To introduce the concept of angular acceleration, ask students to analyze the motion of a Rotating Levitated Magnet. This is another short activity, also about 15 minutes, that we usually do in class. Everyone is fascinated by levitation, and students are usually curious to learn how long the magnet will continue to rotate. The video allows viewers to make measurements of the changes in angular speed of the disk over a 15-minute interval, allowing students to answer that for themselves. In the process, they usually calculate the angular acceleration without realizing it. During white board discussions, when we see a student who has divided the change in angular speed by the time interval we ask, “What is that quantity?” Students usually describe angular acceleration, but without knowing the name. This is our favorite way of defining a quantity: students discover it while analyzing, decide it is useful, and then learn it already has a name. As a follow-up question, ask students how many rotations the disk made during the 15-minute slowing-down period. It’s pretty neat that they can use their favorite kinematics tools again for these rotation situations.
Students in AP Physics students must master the relationship between the angular motion of a rotating object and the linear motion of a point on the object. We have two video activities for this. The Eolos Wind Turbine video allows students to measure the amazingly high blade-tip speed, and to see how staggeringly large wind turbines are by comparing the length of the rotor blade to the size of a school bus.

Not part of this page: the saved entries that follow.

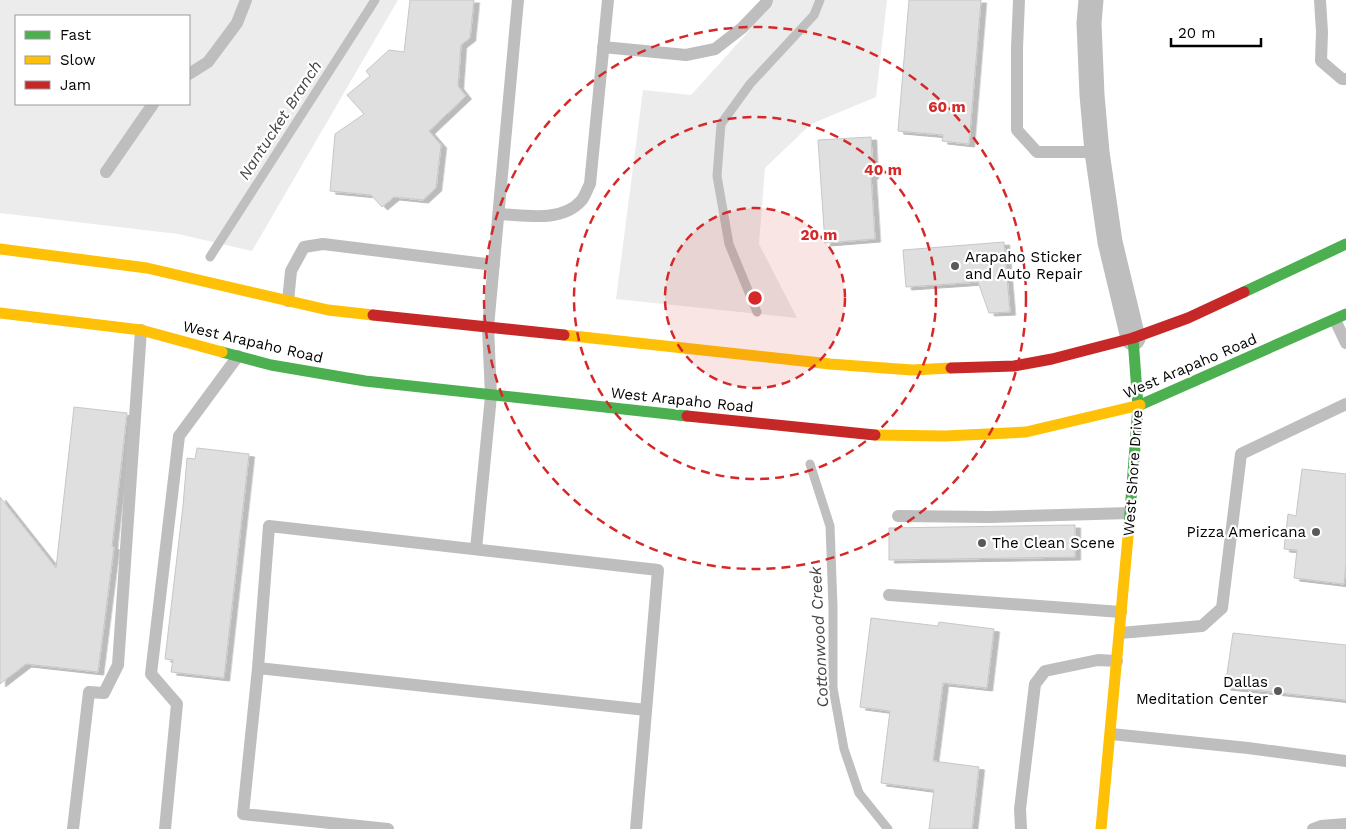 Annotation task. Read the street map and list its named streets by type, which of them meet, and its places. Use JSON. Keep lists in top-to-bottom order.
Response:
{
  "streets": {
    "main road": ["West Arapaho Road", "West Shore Drive"]
  },
  "crossings": [
    ["West Arapaho Road", "West Shore Drive"]
  ],
  "water": ["Nantucket Branch", "Cottonwood Creek"],
  "places": [
    "Arapaho Sticker and Auto Repair",
    "Pizza Americana",
    "The Clean Scene",
    "Dallas Meditation Center"
  ],
  "legend": ["Fast", "Slow", "Jam"],
  "scale_bar": "20 m",
  "rings": ["60 m", "40 m", "20 m"]
}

The Bicycle Drivetrain shows students that the tangential speed of the front gear (aka chainring) is the same as the tangential speed of the rear gear (aka sprocket). Both of these are short interactive activities that can be done in class or for homework, each taking 10-15 minutes.
Newton’s Second Law for Rotation
We don’t currently have a lab that allows students to discover Newton’s Second Law for rotation. But we have lots of interesting applications that allow students to test and apply it. The Rocket-Powered Wheel is a teacher favorite that allows students to determine the average force from the rocket motor. Students practice angular kinematics to find the average acceleration during the first rotation, then apply Newton’s Second Law for rotation to determine the force from the rocket. This activity is structured as a goal-less problem (see Kelly O’Shea’s posting about these.)
For a more advanced option for applying Newton’s Second Law for rotation, we also have video activities of various wheels accelerated by objects suspended from a string wrapped around the wheel. One option has multiple Wheels each with various weights hanging from strings wrapped around the perimeter. This activity allows many different paths to finding the rotational inertial of high-tech bike wheels. Another allows students to predict the mass of an object hanging from a string wrapped around the perimeter by measuring the acceleration of the wheel after the object is released. Finally, students can analyze various Falling Wheels with strings wrapped around the perimeter and attached to the ceiling. Each of these can be completed in class or for homework. All of them take about 30 minutes to analyze the motion of a single wheel/weight combination.
If you or your students are looking for an even greater challenge, try Sliding to Rolling Transition where students can apply linear and rotational dynamics and kinematics together.
The videos of objects rolling on ramps will help set the stage for analysis of objects accelerating as they roll. To practice creating argument from evidence, try Exploring Factors that Affect Acceleration on a Ramp, where students can discover whether mass, radius, and mass distribution affect the rate of acceleration or the final velocity. Videos of Water-filled Disks rolling down a ramp are another opportunity to practice creating arguments from evidence.
We also have several useful options for learning about angular momentum. For angular momentum of a rigid rotating object, students can analyze a simple rotational collision between a stationary disk and a rotating disk. Analyzing the total system angular momentum before and after the collision gives convincing evidence that angular momentum is constant during these events. A variation on this theme allows students to determine the Rotational Inertia of a Non-Uniform Object using the assumption that angular momentum is constant during this rotational collision.
Lastly, students need to master the somewhat abstract concept of the angular momentum of a particle with respect to a point in space. For this topic, we have two activities. One shows a marble fired into a wood block. The collision causes the marble to rebound, and the block to move in translation and rotation. For a rigorous evidence-based introduction to the angular momentum of a particle, students can follow the following progression (described by Greg Jacobs in this post):
measure velocities of the marble and block before and after the collision
Use these to calculate the linear momentum of the marble-block system before and after the collision. Students will find that the values are close, indicating that linear momentum is indeed constant for this collision.
Calculate the angular momentum of the wood block after the collision.
Now, ask students: where did the block get the angular momentum? This is an ideal time to introduce to concept of angular momentum of a particle.
The video array in this activity also allows students to vary the location where the marble hits the block and observe how this affects both amount and direction the resulting angular momentum of the block. The array also includes videos showing a marble blasting through an aluminum pop can. These videos can be used to determine the rotational inertia of a pop can.
For the interested reader, here is a photo of the lab set up for the marble-block collisions videos.We used a pneumatic marble launcher built entirely of pressure-rated pvc pipe, pressurized by a bicycle tire pump. The launcher is triggered by a solenoid-actuated sprinkler valve. This launcher is too dangerous to use in a classroom. We recorded these events with the Edgertronic high-speed camera, with exposure time of less than 1/20000th second to minimize motion blur. Such short exposure times necessitate powerful lights, as can be seen in the shot. We recorded many hundreds of shots (and lost almost all our marbles) to get the good ones shown in the array.
Another recent addition to Pivot Interactives is this set of videos of a Blow-Dart Fired into a Wooden Stick mounted on a low-friction bearing (actually an old skateboard wheel). In this set, students can see that the angular momentum of the dart before the collision is very close to the angular momentum of the dart and stick after the collision, while the linear momentum of this system is not constant at all.
These video-based activities can supplement the apparatus-based labs, simulations, and word-problems to make a rich, engaging, comprehensive, and effective unit on rotation.